An exhibition of rare photographs, artifacts and memorabilia of Oasis' early years will open in London next month to mark the 20th anniversary of the band's debut single "Supersonic."
Titled "Chasing the Sun: Oasis 1993-1997," the exhibition will open at the the Londonewcastle Project Space in Shoreditch, London on April 11 and will run until April 22. It will be the first exhibition dedicated to the band. Entry is free.
Documenting many of the band's now legendary gigs, from Knebworth to Glastonbury to London's 100 Club, as well as the creation of their albums "Definitely Maybe," "(What's the Story) Morning Glory?" and "Be Here Now," the exhibition will feature previously unseen images from photographer (and the exhibition's curator) Lawrence Watson, as well as Jill Furminovsky, Paul Slattery, Tom Sheehan, Kevin Cummins and Jamie Fry.

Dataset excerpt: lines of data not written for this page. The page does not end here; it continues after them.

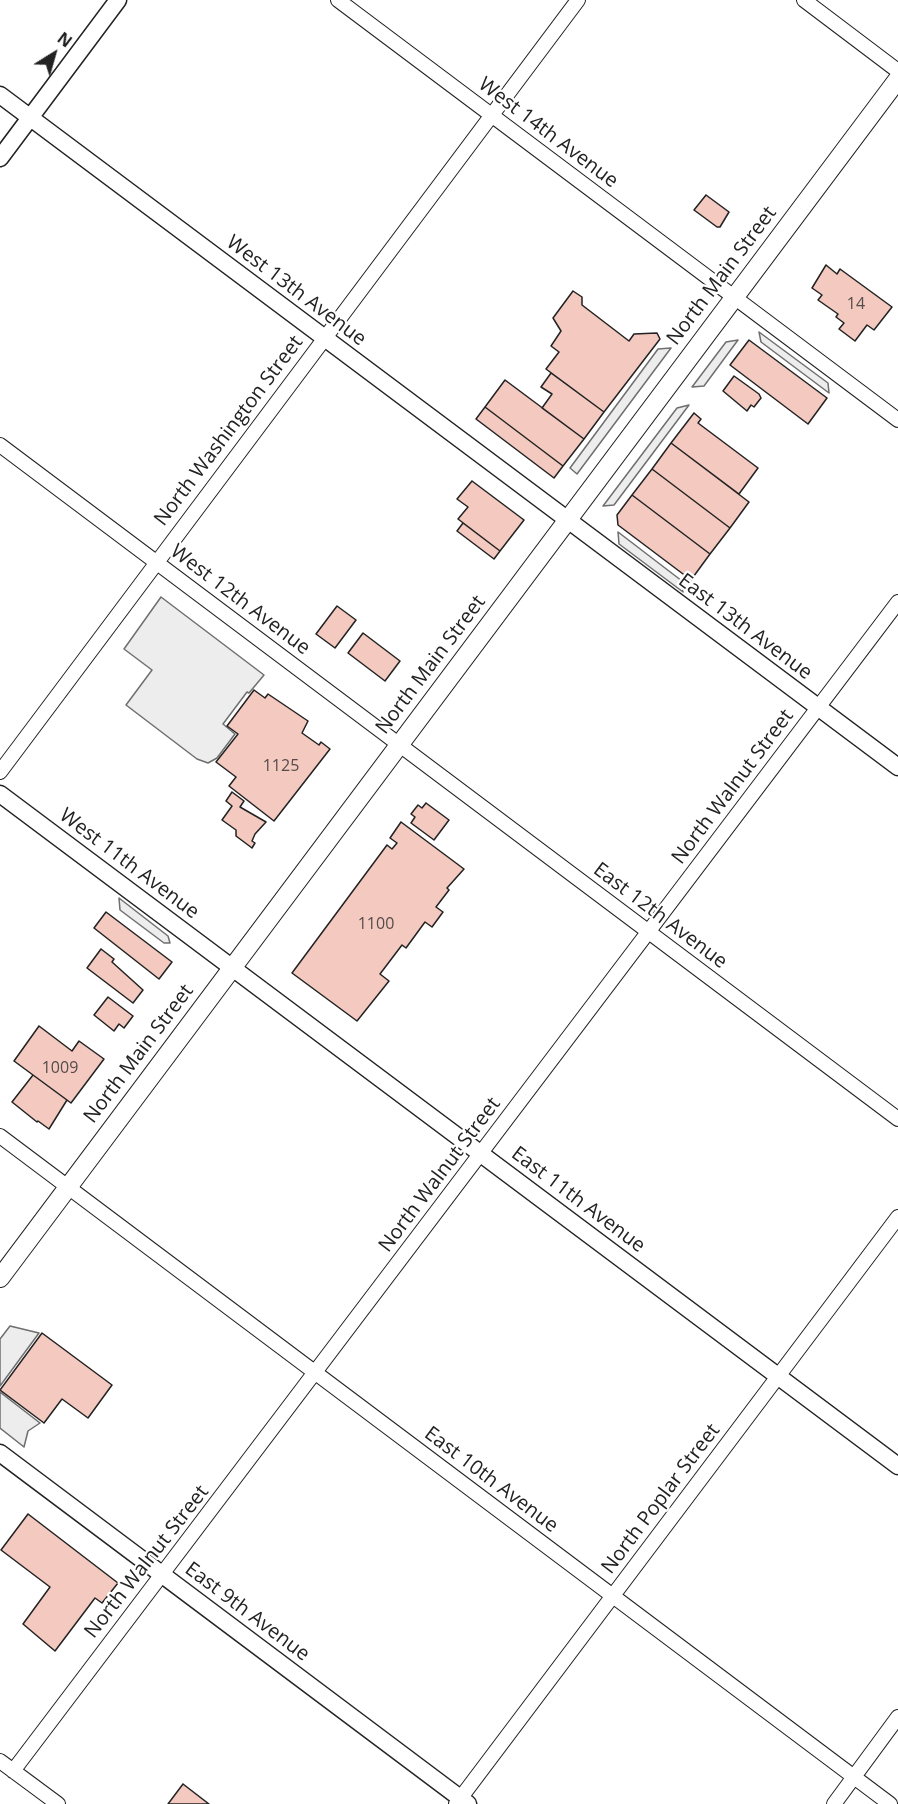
<!DOCTYPE html>
<style>
body{margin:0}
#map{position:relative;width:898px;height:1804px;overflow:hidden;background:#fff;font-family:"Open Sans",sans-serif}
canvas{display:block}
.north{position:absolute;left:24px;top:24px;width:60px;height:60px;-webkit-text-stroke:4px #fff;paint-order:stroke;rotate:37deg;font-size:16px;font-weight:700;line-height:24px;text-align:center;color:#222}
.north::after{content:'';display:block;margin:auto;width:21px;height:27px;background:#222;clip-path:polygon(50% 0,100% 100%,50% 72%,0 100%)}
</style>
<div id="map">
<canvas width="898" height="1804"></canvas>
<div class="north">N</div>
</div>
<script>
const g = document.querySelector('canvas').getContext('2d');
g.lineJoin = 'round';
function paint(path, color) { g.fillStyle = color; g.fill(path, 'evenodd'); }
const shape = rows => new Path2D(rows.map(r => 'M' + r).join(''));
function strokePath(path, color, width, dash) { g.strokeStyle = color; g.lineWidth = width; g.lineCap = dash ? 'butt' : 'round'; g.setLineDash(dash || []); g.stroke(path); }
function label(font, color, halo, rows, align = 'center') {
  g.font = font + ' "Open Sans",sans-serif'; g.lineWidth = 4.5; g.setLineDash([]); g.textBaseline = 'middle'; g.strokeStyle = halo; g.fillStyle = color; for (const [text, x, y, turn = 0] of rows) {
    g.save(); g.translate(x, y); g.rotate((+turn || 0) * Math.PI / 180); g.textAlign = isNaN(turn) ? turn : align; if (halo) g.strokeText(text, 0, 0); g.fillText(text, 0, 0); g.restore();
  }
}
const parking = shape([
 [759,332,828,383,829,393,761,342,759,332],
 [738,340,704,386,692,387,726,342,738,340],
 [671,348,577,474,570,468,658,349,671,348],
 [689,405,614,505,603,506,677,408,689,405],
 [618,532,682,581,683,592,619,544,618,532],
 [161,597,264,675,249,693,247,692,223,724,235,734,217,758,208,763,197,759,126,705,152,670,124,649,161,597],
 [119,898,168,936,170,943,164,943,120,910,119,898],
 [10,1326,39,1333,0,1386,0,1339,10,1326],
 [0,1392,40,1423,28,1431,24,1447,0,1428,0,1392]
]);
paint(parking, '#ededed');
strokePath(parking, '#6f6f6f', 1.5);
const building = shape([
 [706,195,729,212,720,227,717,227,694,210,706,195],
 [826,265,837,274,840,269,892,307,874,330,867,325,855,341,839,329,844,323,836,317,838,314,818,300,822,295,812,288,826,265],
 [573,291,582,297,582,305,629,341,634,334,657,333,660,339,604,412,546,369,559,352,551,346,561,331,553,318,573,291],
 [749,340,827,398,808,424,730,365,749,340],
 [551,373,604,412,584,439,542,408,552,394,541,387,551,373],
 [734,376,759,394,761,398,754,407,751,405,747,411,723,391,734,376],
 [505,380,584,439,563,466,485,407,505,380],
 [485,407,563,466,554,478,476,419,485,407],
 [694,413,701,419,698,423,758,468,739,494,671,443,694,413],
 [671,443,749,502,730,528,652,469,671,443],
 [652,469,730,528,710,554,632,495,652,469],
 [472,481,524,520,500,551,458,519,468,507,457,499,472,481],
 [632,495,710,554,691,580,618,525,617,515,632,495],
 [463,523,500,551,494,559,457,531,463,523],
 [337,606,356,620,335,648,316,634,337,606],
 [363,633,400,661,385,681,348,653,363,633],
 [254,690,265,698,268,694,308,721,302,733,319,745,321,742,330,749,274,821,229,786,236,777,216,762,238,734,227,726,254,690],
 [232,792,244,801,240,807,266,822,255,834,252,841,255,843,252,848,236,836,236,830,222,820,232,806,226,801,232,792],
 [426,803,449,820,434,840,411,823,415,817,411,814,418,805,422,808,426,803],
 [401,822,464,869,447,888,449,890,436,907,443,912,432,927,425,922,406,948,402,945,380,974,389,981,357,1021,292,973,387,845,392,849,397,843,390,838,401,822],
 [106,912,172,962,159,979,94,928,106,912],
 [101,949,114,959,112,962,143,990,133,1003,87,968,101,949],
 [108,997,133,1016,124,1028,119,1024,114,1031,94,1015,108,997],
 [39,1026,72,1051,79,1041,104,1059,71,1103,14,1061,39,1026],
 [33,1075,67,1100,49,1129,38,1121,37,1122,12,1102,33,1075],
 [42,1333,112,1385,88,1418,62,1399,44,1423,0,1390,42,1333],
 [28,1514,118,1583,102,1603,95,1598,55,1651,23,1624,50,1587,1,1550,28,1514],
 [183,1784,209,1804,168,1804,183,1784]
]);
paint(building, '#f3c9c0');
strokePath(building, '#222', 1.5);
const minor = shape([
 [338,0,898,420],
 [804,0,898,71],
 [0,445,898,1119],
 [0,772,578,0],
 [0,1136,890,1804],
 [0,1761,58,1804],
 [13,1771,898,602],
 [456,1804,898,1217],
 [834,1804,898,1717]
]);
const tertiary = shape([
 [0,95,898,767],
 [0,158,118,0],
 [0,794,898,1466],
 [0,1453,468,1804]
]);
const secondary = shape([
 [0,1278,898,79]
]);
strokePath(minor, '#222', 16);
strokePath(tertiary, '#222', 19);
strokePath(secondary, '#222', 20);
strokePath(minor, '#fff', 14);
strokePath(tertiary, '#fff', 16);
strokePath(secondary, '#fff', 18);
label('16px', '#564c4a', null, [
 ["14",856,304],
 ["1125",281,766],
 ["1100",376,924],
 ["1009",60,1068]
]);
label('20px', '#222', '#fff', [
 ["West 14th Avenue",548,133,37],
 ["North Main Street",722,276,-53],
 ["West 13th Avenue",296,291,37],
 ["North Washington Street",229,431,-53],
 ["West 12th Avenue",240,600,37],
 ["East 13th Avenue",745,627,37],
 ["North Main Street",431,665,-53],
 ["North Walnut Street",733,787,-53],
 ["West 11th Avenue",129,864,37],
 ["East 12th Avenue",660,916,37],
 ["North Main Street",139,1054,-53],
 ["North Walnut Street",440,1175,-53],
 ["East 11th Avenue",578,1200,37],
 ["East 10th Avenue",491,1480,37],
 ["North Poplar Street",661,1499,-53],
 ["North Walnut Street",147,1562,-52],
 ["East 9th Avenue",247,1612,37]
]);
</script>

Also on display will be some of the instruments played on the band's early albums which have been loaned by band members themselves, as well as merchandise, artefacts from the album sleeves and rare video footage.
The exhibition is taking place to mark the reissue of the band's 1994 debut album "Definitely Maybe." A remastered version of the Manchester band's LP will be released on May 19 and will include rare and unreleased recordings. The reissue is the first in the new Chasing the Sun series from Big Brother Recordings, with Oasis' follow-up albums "(What's the Story) Morning Glory?" and "Be Here Now" to follow later this year.
The 20th anniversary edition of "Definitely Maybe" will be available as a standard CD and digital download of the original album, a three-disc Special Edition version including the rare recordings and demos, a 12-inch vinyl LP featuring all the bonus CD content as a free download, and a Deluxe Box Set which features the LP and the CDs. It has also been revealed that the band will re-issue their debut single "Supersonic" as a 12-inch vinyl to coincide with this year's Record Store Day on April 19.